La Conquête du pain/Division du travail
DIVISION DU TRAVAIL
I
L’Économie politique s’est toujours bornée à
constater les faits qu’elle voyait se produire dans la société
et à les justifier dans l’intérêt de la classe dominante.
Elle en agit de même pour la division du travail créée par
l’industrie ; l’ayant trouvée avantageuse pour les capitalistes, elle
l’a érigée en principe.
Voyez ce forgeron de village, disait Adam Smith, le père de l’économie politique moderne. S’il n’a jamais été habitué à faire des clous il n’arrivera qu’avec peine à en fabriquer deux ou trois cents par jour : encore seront-ils mauvais. Mais si ce même forgeron n’a jamais fait que des clous, il en livrera facilement jusqu’à deux mille trois cents, dans le cours d’une journée. Et Smith s’empressait d’en conclure : « Divisons le travail, spécialisons, spécialisons toujours ; ayons des forgerons qui ne sauront faire que des têtes ou des pointes de clous, et de cette façon nous produirons davantage. Nous nous enrichirons. »
Quant à savoir si le forgeron, qui aura été condamné à faire des têtes de clous toute sa vie, ne perdra pas tout intérêt au travail ; s’il ne sera pas entièrement à la merci du patron avec ce métier limité ; s’il ne chômera pas quatre mois sur douze ; si son salaire ne baissera pas lorsqu’on pourra aisément le remplacer par un apprenti, Smith n’y pensait guère quand il s’écriait : « Vive la division du travail ! Voilà la vraie mine d’or pour enrichir la nation ! » Et tous de crier comme lui.
Et lors même qu’un Sismondi, ou un J.-B. Say s’apercevaient plus tard que la division du travail, au lieu d’enrichir la nation, n’enrichissait que les riches, et que le travailleur, réduit à faire toute sa vie la dix-huitième partie d’une épingle, s’abrutissait et tombait dans la misère, — que proposaient les économistes officiels ? — Rien ! — Ils ne se disaient pas qu’en s’appliquant ainsi toute la vie à un seul travail machinal, l’ouvrier perdrait son intelligence et son esprit inventif et que, au contraire, la variété des occupations aurait pour résultat d’augmenter considérablement la productivité de la nation. C’est précisément cette question qui vient se poser aujourd’hui.
D’ailleurs, s’il n’y avait que les économistes pour prêcher la division du travail permanent et souvent héréditaire, on les laisserait pérorer à l’aise. Mais, les idées professées par les docteurs de la science s’infiltrent dans les esprits en les pervertissant, et à force d’entendre parler de la division du travail, de l’intérêt, de la rente et du crédit, etc., comme de problèmes depuis longtemps résolus, tout le monde (et le travailleur lui-même) finit par raisonner comme les économistes, par vénérer les mêmes fétiches.
Ainsi nous voyons nombre de socialistes, ceux-mêmes qui n’ont pas craint de s’attaquer aux erreurs de la science, respecter le principe de la division du travail.
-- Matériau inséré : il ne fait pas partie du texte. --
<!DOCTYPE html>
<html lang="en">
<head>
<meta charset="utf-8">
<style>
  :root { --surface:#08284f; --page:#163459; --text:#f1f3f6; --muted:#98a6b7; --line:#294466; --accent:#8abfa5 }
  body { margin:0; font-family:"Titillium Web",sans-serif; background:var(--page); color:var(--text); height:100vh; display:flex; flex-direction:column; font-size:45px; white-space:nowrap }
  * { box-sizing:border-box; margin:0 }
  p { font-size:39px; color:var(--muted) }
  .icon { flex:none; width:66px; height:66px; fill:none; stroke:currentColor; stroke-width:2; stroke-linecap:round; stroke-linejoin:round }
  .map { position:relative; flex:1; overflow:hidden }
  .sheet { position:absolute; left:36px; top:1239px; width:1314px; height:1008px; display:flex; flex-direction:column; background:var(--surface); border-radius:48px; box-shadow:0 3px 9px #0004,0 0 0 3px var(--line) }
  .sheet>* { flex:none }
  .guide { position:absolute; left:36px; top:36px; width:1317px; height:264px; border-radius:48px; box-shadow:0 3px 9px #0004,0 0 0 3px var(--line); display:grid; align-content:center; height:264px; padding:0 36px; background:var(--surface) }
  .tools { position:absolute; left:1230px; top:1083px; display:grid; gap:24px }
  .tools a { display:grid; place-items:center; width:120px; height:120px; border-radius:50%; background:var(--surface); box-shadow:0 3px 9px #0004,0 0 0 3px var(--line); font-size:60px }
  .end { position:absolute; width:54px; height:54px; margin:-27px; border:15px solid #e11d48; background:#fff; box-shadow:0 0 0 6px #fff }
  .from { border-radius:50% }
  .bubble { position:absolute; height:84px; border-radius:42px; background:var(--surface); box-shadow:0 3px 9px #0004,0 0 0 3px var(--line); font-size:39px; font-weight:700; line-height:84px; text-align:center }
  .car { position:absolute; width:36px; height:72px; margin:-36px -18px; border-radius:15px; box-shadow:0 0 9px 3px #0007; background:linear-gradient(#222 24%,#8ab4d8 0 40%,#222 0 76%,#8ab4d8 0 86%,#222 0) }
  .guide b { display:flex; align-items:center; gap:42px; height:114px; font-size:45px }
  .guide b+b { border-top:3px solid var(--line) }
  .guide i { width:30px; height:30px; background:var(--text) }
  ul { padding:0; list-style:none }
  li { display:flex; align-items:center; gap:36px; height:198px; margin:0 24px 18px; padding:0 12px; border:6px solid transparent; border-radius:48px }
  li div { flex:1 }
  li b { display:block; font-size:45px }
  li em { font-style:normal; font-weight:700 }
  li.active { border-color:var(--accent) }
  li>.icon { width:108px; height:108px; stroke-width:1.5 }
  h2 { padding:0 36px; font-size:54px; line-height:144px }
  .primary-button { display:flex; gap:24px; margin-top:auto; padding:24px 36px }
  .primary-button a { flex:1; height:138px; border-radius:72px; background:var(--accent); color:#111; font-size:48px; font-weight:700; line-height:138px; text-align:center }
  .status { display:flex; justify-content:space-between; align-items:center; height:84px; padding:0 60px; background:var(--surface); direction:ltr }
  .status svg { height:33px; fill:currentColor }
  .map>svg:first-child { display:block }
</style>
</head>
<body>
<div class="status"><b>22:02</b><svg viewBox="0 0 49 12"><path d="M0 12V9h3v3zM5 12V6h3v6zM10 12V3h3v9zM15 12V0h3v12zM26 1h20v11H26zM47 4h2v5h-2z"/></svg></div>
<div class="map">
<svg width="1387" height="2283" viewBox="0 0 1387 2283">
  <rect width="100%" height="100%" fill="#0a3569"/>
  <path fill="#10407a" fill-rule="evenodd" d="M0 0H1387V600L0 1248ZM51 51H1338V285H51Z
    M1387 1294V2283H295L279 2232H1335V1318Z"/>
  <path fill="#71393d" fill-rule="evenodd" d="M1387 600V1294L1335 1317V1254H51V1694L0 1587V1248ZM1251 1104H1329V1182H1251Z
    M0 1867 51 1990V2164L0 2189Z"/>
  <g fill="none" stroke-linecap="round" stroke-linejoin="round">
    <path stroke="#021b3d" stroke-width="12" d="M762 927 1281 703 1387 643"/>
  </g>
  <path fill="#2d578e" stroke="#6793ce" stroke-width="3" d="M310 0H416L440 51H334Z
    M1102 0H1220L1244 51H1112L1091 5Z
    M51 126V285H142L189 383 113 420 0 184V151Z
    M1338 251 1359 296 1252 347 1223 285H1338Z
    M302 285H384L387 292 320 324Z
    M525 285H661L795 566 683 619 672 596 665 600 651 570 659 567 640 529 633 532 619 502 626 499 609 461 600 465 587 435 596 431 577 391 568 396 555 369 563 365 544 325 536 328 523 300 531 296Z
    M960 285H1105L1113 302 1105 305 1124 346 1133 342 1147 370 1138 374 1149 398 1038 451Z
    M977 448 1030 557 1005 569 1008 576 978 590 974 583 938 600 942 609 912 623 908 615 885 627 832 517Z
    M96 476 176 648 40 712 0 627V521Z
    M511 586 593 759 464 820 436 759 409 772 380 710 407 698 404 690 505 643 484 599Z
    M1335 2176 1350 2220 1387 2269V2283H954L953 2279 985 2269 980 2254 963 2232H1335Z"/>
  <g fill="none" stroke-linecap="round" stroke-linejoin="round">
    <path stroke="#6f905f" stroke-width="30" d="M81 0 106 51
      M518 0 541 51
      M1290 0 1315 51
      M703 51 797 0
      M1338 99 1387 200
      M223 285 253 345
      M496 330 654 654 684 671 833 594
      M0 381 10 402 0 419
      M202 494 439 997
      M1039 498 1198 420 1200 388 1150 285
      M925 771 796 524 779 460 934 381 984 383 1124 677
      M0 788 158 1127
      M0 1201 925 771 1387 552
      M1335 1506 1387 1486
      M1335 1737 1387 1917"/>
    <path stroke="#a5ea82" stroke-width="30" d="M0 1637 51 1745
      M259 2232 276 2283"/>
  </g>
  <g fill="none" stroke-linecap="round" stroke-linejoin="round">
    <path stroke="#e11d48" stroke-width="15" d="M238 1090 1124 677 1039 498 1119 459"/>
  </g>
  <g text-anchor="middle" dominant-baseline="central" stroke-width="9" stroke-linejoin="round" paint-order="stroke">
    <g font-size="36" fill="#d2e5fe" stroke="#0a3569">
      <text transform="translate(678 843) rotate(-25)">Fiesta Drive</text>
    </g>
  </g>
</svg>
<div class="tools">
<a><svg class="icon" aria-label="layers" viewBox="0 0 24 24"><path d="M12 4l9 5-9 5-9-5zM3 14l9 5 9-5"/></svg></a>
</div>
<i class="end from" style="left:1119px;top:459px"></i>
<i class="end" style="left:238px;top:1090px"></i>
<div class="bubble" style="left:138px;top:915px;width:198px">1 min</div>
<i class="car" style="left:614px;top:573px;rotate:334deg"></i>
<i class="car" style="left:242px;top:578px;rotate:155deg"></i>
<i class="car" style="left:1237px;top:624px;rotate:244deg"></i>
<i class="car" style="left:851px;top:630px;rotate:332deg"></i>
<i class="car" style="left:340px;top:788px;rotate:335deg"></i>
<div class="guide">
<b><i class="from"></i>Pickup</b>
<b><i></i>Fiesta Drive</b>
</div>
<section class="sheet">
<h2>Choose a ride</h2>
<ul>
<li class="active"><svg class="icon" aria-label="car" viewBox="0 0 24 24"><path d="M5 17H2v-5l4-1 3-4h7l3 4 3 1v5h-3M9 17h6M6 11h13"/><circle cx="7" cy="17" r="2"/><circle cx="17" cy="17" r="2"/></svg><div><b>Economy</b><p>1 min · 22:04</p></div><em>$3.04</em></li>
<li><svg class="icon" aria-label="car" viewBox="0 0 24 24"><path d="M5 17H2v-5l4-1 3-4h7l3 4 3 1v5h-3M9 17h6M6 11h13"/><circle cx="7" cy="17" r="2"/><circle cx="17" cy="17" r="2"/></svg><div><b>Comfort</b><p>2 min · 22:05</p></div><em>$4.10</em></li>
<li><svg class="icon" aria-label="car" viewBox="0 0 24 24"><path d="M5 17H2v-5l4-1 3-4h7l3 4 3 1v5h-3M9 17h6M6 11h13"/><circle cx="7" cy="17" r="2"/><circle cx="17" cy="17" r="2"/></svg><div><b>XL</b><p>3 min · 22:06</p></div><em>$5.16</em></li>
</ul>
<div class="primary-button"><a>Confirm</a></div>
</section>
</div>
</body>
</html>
Parlez-leur de l’organisation de la société pendant la Révolution, et ils répondent que la division du travail doit être maintenue ; que si vous faisiez des pointes d’épingles avant la Révolution, vous en ferez encore après la Révolution. Vous travaillerez cinq heures seulement à faire des pointes d’épingles — soit ! Mais vous ne ferez que des pointes d’épingles toute votre vie, tandis que d’autres feront des machines ou des projets de machines permettant d’affiler, votre vie durant, des milliards d’épingles, et que d’autres encore se spécialiseront dans les hautes fonctions du travail littéraire, scientifique, artistique, etc. Vous êtes né faiseur de pointes d’épingles, Pasteur est né vaccinateur de la rage, et la Révolution vous laissera l’un et l’autre à vos emplois respectifs.
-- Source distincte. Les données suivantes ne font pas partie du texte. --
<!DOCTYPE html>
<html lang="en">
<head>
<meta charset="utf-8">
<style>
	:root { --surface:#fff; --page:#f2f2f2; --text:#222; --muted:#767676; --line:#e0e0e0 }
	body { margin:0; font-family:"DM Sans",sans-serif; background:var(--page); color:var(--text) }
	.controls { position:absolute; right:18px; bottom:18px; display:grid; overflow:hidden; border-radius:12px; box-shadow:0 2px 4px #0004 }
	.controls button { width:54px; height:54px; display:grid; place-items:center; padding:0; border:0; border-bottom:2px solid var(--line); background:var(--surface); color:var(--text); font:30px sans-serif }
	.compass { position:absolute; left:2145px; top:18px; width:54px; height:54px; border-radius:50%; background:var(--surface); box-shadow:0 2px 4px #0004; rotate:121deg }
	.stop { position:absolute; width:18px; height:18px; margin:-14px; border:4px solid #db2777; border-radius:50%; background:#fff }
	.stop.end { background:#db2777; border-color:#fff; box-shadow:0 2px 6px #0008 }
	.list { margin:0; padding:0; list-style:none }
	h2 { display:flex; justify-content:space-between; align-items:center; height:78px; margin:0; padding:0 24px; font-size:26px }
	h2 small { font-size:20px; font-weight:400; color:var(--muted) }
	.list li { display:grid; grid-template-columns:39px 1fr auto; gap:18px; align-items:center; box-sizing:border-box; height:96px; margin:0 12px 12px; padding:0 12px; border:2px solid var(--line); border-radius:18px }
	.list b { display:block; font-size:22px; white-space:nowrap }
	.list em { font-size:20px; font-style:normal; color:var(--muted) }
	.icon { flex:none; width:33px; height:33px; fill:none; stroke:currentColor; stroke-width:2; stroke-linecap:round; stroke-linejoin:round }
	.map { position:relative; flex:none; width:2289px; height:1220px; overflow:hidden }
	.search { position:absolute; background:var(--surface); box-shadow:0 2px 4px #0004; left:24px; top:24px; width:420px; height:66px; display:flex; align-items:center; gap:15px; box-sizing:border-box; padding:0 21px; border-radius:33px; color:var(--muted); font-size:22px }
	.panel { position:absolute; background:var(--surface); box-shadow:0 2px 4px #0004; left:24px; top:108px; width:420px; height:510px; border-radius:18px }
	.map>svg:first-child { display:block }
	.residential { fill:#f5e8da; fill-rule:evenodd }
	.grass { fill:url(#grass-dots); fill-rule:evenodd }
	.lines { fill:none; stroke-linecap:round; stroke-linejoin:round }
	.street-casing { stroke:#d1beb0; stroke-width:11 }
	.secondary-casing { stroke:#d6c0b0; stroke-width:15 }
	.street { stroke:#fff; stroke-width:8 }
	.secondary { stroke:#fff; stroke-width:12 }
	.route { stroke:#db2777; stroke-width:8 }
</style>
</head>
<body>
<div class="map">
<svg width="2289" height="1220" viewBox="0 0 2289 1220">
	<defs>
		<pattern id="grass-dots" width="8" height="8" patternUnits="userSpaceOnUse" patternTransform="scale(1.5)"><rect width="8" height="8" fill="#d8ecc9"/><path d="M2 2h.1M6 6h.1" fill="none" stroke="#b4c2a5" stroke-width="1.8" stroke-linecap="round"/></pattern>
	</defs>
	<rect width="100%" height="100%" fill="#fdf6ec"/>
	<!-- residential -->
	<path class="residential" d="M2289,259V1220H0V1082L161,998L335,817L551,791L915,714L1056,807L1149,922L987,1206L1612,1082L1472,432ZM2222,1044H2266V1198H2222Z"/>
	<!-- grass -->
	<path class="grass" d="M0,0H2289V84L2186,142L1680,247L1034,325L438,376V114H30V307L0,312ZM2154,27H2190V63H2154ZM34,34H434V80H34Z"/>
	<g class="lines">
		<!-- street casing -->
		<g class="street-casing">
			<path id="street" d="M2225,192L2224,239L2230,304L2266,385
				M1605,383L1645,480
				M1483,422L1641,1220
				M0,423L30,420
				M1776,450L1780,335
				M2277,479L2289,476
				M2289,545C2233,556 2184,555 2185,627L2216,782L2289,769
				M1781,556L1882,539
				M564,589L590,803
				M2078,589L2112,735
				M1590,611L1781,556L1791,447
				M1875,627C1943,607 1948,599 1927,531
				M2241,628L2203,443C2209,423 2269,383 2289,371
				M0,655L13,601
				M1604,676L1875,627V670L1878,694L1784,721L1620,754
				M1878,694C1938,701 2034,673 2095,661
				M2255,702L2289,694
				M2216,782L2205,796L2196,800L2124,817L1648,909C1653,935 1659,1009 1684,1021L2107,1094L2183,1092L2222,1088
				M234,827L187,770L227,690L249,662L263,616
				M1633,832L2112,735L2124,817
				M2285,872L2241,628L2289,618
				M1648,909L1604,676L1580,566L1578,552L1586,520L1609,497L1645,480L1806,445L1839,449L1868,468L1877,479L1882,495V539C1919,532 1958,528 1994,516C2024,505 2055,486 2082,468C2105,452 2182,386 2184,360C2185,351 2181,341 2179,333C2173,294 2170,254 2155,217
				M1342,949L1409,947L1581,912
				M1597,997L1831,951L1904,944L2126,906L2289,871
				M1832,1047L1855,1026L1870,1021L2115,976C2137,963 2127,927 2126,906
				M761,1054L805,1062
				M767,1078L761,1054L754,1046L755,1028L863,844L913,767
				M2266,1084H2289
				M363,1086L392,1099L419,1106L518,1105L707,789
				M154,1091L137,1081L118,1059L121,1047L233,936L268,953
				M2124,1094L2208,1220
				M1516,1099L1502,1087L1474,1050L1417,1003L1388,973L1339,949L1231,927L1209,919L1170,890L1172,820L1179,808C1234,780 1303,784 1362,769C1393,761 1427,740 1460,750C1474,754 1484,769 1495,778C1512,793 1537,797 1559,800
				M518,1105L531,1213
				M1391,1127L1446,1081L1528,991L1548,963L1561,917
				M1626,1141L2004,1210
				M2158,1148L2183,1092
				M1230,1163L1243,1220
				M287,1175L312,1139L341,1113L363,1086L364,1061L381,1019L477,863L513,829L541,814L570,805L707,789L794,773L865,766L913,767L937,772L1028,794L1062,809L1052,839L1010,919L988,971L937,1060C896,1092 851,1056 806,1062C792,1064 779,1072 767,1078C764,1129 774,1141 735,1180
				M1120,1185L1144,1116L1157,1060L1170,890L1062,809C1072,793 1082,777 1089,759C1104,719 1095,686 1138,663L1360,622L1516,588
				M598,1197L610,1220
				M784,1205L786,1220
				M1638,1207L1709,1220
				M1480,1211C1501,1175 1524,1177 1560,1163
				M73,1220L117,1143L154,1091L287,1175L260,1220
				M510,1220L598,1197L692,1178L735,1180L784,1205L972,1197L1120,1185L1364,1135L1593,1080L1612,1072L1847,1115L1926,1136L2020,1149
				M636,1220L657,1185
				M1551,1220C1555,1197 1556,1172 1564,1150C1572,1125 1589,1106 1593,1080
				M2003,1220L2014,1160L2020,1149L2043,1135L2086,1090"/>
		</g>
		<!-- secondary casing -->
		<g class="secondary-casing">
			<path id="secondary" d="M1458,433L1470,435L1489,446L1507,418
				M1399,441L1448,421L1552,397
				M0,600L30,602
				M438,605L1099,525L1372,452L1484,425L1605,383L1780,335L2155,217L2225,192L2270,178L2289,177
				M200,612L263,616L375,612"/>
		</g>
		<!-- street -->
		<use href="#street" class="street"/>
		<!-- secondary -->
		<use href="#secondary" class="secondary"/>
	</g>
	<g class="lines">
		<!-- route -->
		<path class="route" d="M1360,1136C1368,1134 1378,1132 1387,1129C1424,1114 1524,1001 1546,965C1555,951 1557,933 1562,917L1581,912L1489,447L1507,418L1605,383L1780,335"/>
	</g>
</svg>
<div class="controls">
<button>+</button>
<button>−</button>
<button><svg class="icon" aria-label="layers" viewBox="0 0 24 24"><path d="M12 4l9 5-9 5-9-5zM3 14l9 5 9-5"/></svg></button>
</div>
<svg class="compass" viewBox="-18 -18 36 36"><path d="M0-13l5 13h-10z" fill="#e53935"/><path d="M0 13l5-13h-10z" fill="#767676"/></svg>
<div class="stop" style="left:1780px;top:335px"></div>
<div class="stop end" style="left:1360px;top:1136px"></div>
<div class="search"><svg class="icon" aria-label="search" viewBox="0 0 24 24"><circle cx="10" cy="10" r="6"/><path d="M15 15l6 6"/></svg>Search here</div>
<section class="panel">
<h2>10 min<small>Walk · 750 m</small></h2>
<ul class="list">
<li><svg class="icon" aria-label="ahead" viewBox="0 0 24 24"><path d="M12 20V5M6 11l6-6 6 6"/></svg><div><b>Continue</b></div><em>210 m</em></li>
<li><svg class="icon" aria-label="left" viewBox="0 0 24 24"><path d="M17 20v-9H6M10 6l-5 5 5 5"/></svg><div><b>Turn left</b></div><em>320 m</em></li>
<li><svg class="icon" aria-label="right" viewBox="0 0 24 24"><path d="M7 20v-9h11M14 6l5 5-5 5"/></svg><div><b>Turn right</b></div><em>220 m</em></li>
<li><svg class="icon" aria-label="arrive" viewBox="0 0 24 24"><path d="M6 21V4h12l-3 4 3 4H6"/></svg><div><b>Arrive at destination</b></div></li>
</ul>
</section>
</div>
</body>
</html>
Eh bien, c’est ce principe horrible, nuisible à la société et abrutissant pour l’individu, source de toute une série de maux, que nous nous proposons de discuter maintenant dans ses manifestations diverses.
On connaît les conséquences de la division du travail. Nous sommes évidemment divisés en deux classes : d’une part, les producteurs qui consomment fort peu et sont dispensés de penser, parce qu’il faut travailler, et qui travaillent mal parce que leur cerveau reste inactif ; et d’autre part les consommateurs, qui produisant peu ou presque rien, ont le privilège de penser pour les autres, et pensent mal parce que tout un monde, celui des travailleurs des bras, leur est inconnu. Les ouvriers de la terre ne savent rien de la machine, ceux qui servent les machines ignorent tout du travail des champs. L’idéal de l’industrie moderne c’est l’enfant servant une machine qu’il ne peut et ne doit pas comprendre, et des surveillants qui le mettent à l’amende, si son attention se relâche un moment. On cherche même à supprimer tout à fait le travailleur agricole. L’idéal de l’agriculture industrielle, c’est un bricoleur loué pour trois mois et conduisant une charrue à vapeur ou une batteuse. La division du travail, c’est l’homme étiqueté, estampillé pour toute sa vie comme noueur de nœuds dans une manufacture, comme surveillant dans une industrie, comme pousseur de benne à tel endroit de la mine, mais n’ayant aucune idée d’ensemble de machine, ni d’industrie, ni de mine et, perdant par cela même le goût du travail et les capacités d’invention qui, aux débuts de l’industrie moderne, avaient créé l’outillage dont nous aimons tant à nous enorgueillir.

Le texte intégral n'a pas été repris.